DATA FOR REVIEW

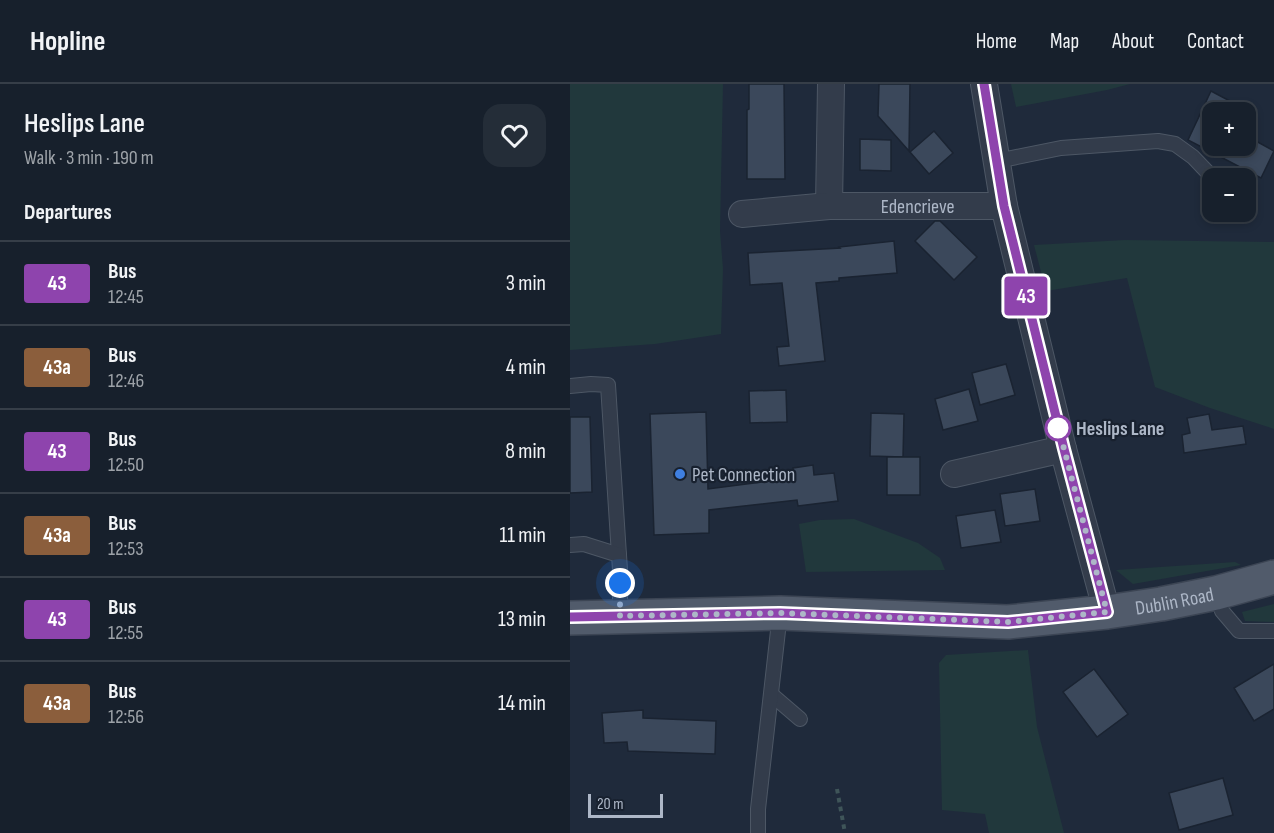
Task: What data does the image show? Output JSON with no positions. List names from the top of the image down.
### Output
{
  "streets": {
    "main road": ["Dublin Road"],
    "street": ["Edencrieve"]
  },
  "places": ["Heslips Lane", "Pet Connection"],
  "lines": ["bus line 43"],
  "scale_bar": "20 m",
  "page": {
    "header": "Hopline",
    "nav": [
      "Home",
      "Map",
      "About",
      "Contact"
    ],
    "heading": [
      ["Heslips Lane", "Walk · 3 min · 190 m"],
      "Departures"
    ],
    "on_map": "43",
    "map_buttons": ["+", "−"],
    "list": [
      {
        "mark": "43",
        "name": "Bus",
        "note": "12:45",
        "value": "3 min"
      },
      {
        "mark": "43a",
        "name": "Bus",
        "note": "12:46",
        "value": "4 min"
      },
      {
        "mark": "43",
        "name": "Bus",
        "note": "12:50",
        "value": "8 min"
      },
      {
        "mark": "43a",
        "name": "Bus",
        "note": "12:53",
        "value": "11 min"
      },
      {
        "mark": "43",
        "name": "Bus",
        "note": "12:55",
        "value": "13 min"
      },
      {
        "mark": "43a",
        "name": "Bus",
        "note": "12:56",
        "value": "14 min"
      }
    ],
    "scale": "20 m"
  }
}
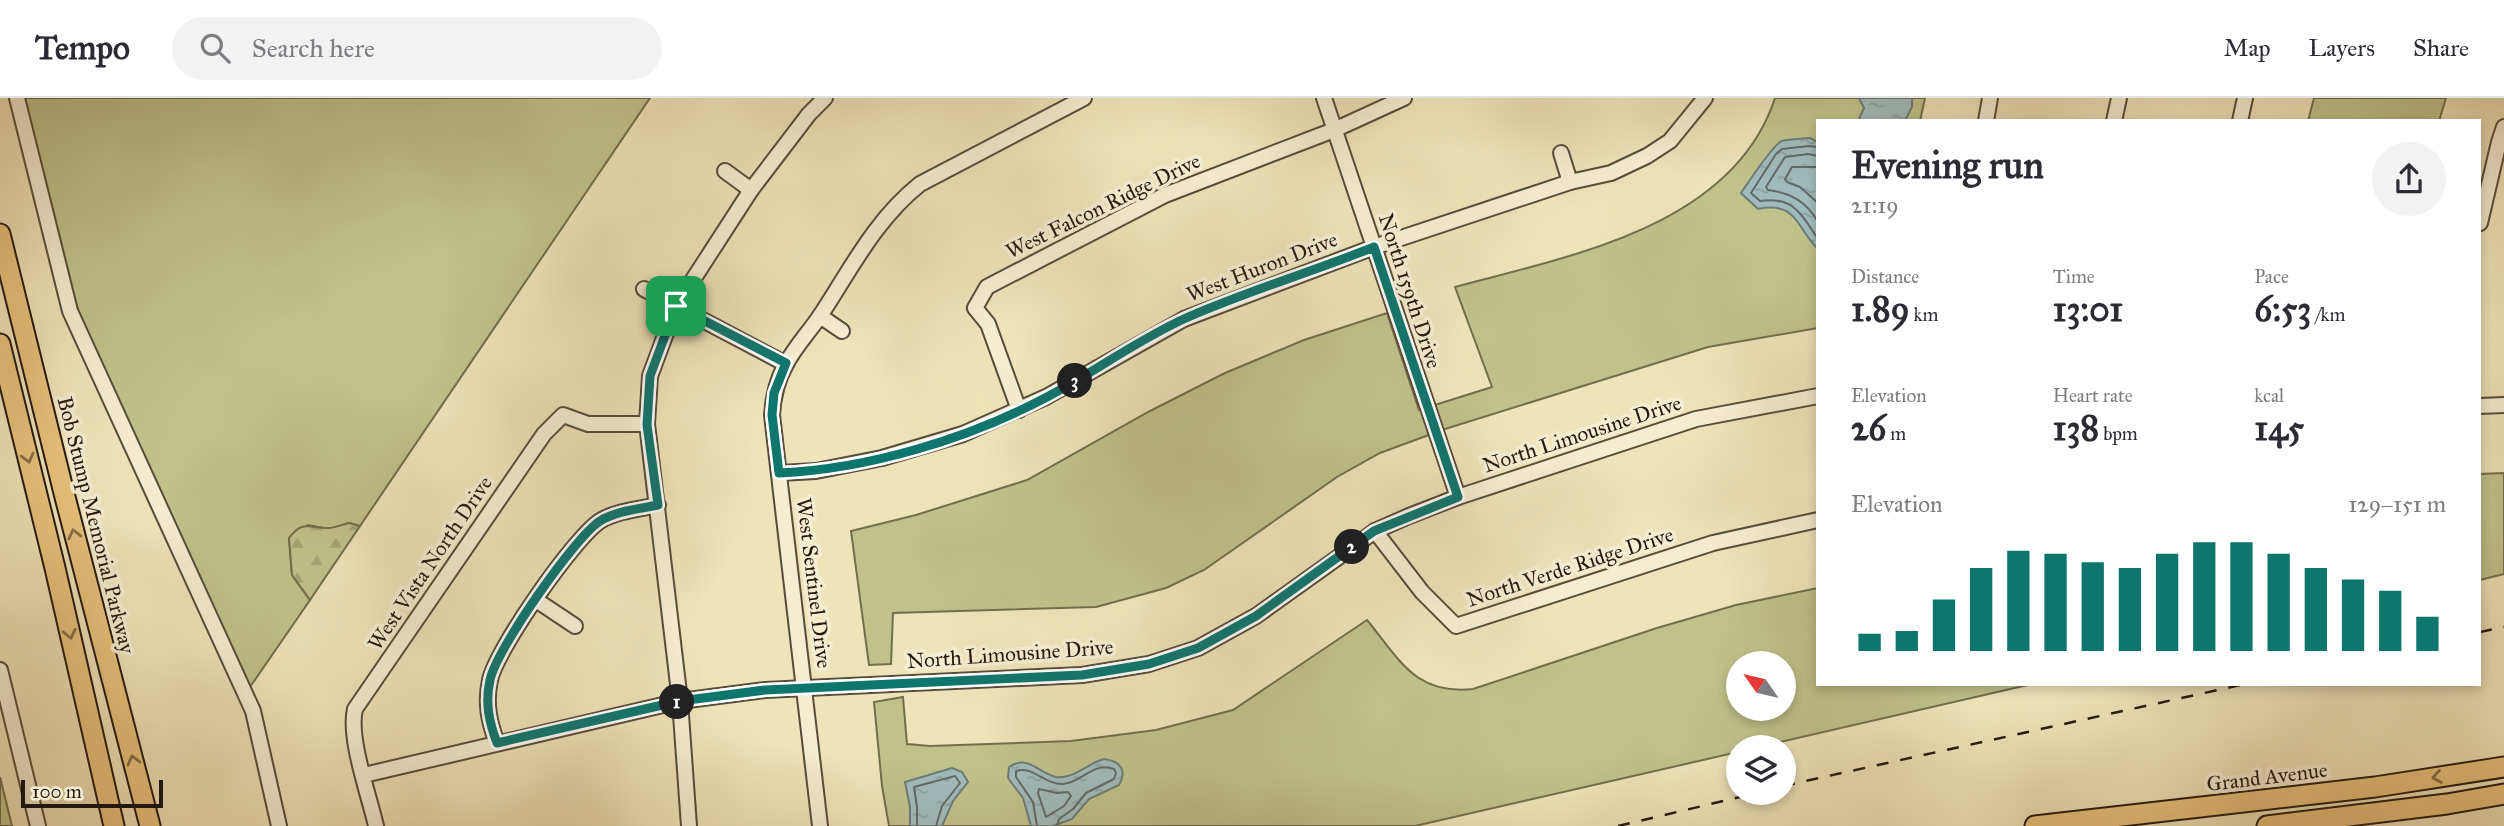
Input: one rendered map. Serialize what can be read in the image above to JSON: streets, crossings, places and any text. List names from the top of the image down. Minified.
{"streets":{"highway":["Bob Stump Memorial Parkway","Grand Avenue"],"street":["West Falcon Ridge Drive","West Huron Drive","North 159th Drive","North Limousine Drive","West Vista North Drive","North Verde Ridge Drive","West Sentinel Drive"]},"crossings":[["West Falcon Ridge Drive","West Huron Drive"],["West Falcon Ridge Drive","North 159th Drive"],["West Huron Drive","North 159th Drive"],["West Huron Drive","West Sentinel Drive"],["North 159th Drive","North Limousine Drive"],["North Limousine Drive","West Vista North Drive"],["North Limousine Drive","North Verde Ridge Drive"],["North Limousine Drive","West Sentinel Drive"]],"scale_bar":"100 m","north":"top left","page":{"header":"Tempo","search":"Search here","nav":["Map","Layers","Share"],"heading":["Evening run","21:19"],"stats":[["Distance","1.89 km"],["Time","13:01"],["Pace","6:53 /km"],["Elevation","26 m"],["Heart rate","138 bpm"],["kcal","145"]],"pins":["3","2","1"],"chart":["Elevation","129–151 m"],"scale":"100 m"}}
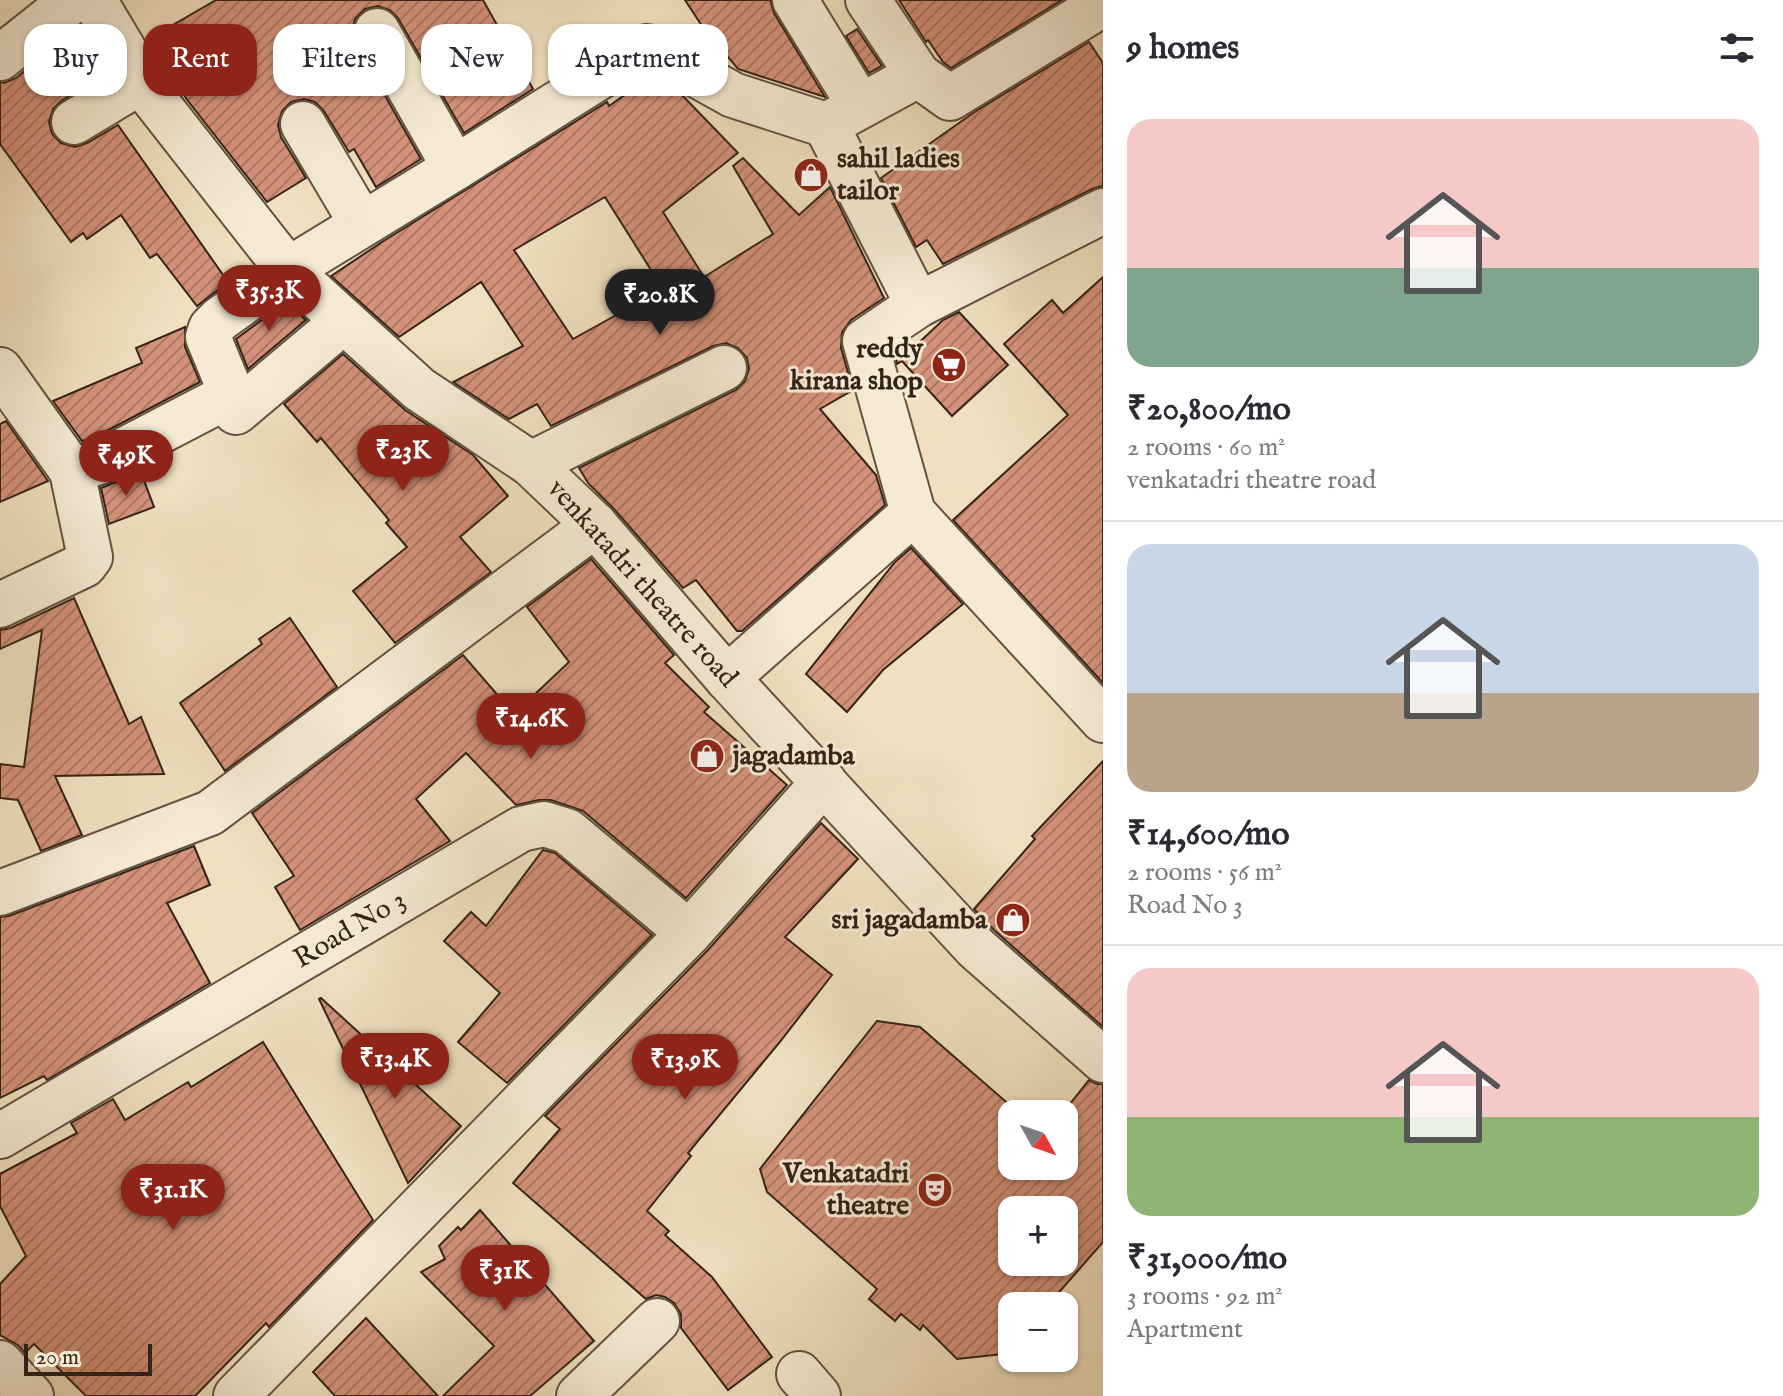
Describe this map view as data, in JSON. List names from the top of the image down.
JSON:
{
  "streets": {
    "street": ["venkatadri theatre road", "Road No 3"]
  },
  "places": {
    "shop": ["sahil ladies tailor", "jagadamba", "sri jagadamba"],
    "supermarket": ["reddy kirana shop"],
    "theatre": ["Venkatadri theatre"]
  },
  "scale_bar": "20 m",
  "north": "bottom right",
  "page": {
    "heading": "9 homes",
    "chip": [
      "Buy",
      "Rent",
      "Filters",
      "New",
      "Apartment"
    ],
    "list": [
      {
        "name": "₹20,800/mo",
        "note": "2 rooms · 60 m² · venkatadri theatre road"
      },
      {
        "name": "₹14,600/mo",
        "note": "2 rooms · 56 m² · Road No 3"
      },
      {
        "name": "₹31,000/mo",
        "note": "3 rooms · 92 m² · Apartment"
      }
    ],
    "price": [
      "₹35.3K",
      "₹20.8K",
      "₹23K",
      "₹49K",
      "₹14.6K",
      "₹13.4K",
      "₹13.9K",
      "₹31.1K",
      "₹31K"
    ],
    "map_buttons": ["+", "−"],
    "scale": "20 m"
  }
}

DESCRIPTION OF THE TASK
Filter the lines above so that only those with the string "from" remain, then copy them.

OUTPUT
Task: What data does the image show? Output JSON with no positions. List names from the top of the image down.
Input: one rendered map. Serialize what can be read in the image above to JSON: streets, crossings, places and any text. List names from the top of the image down. Minified.
Describe this map view as data, in JSON. List names from the top of the image down.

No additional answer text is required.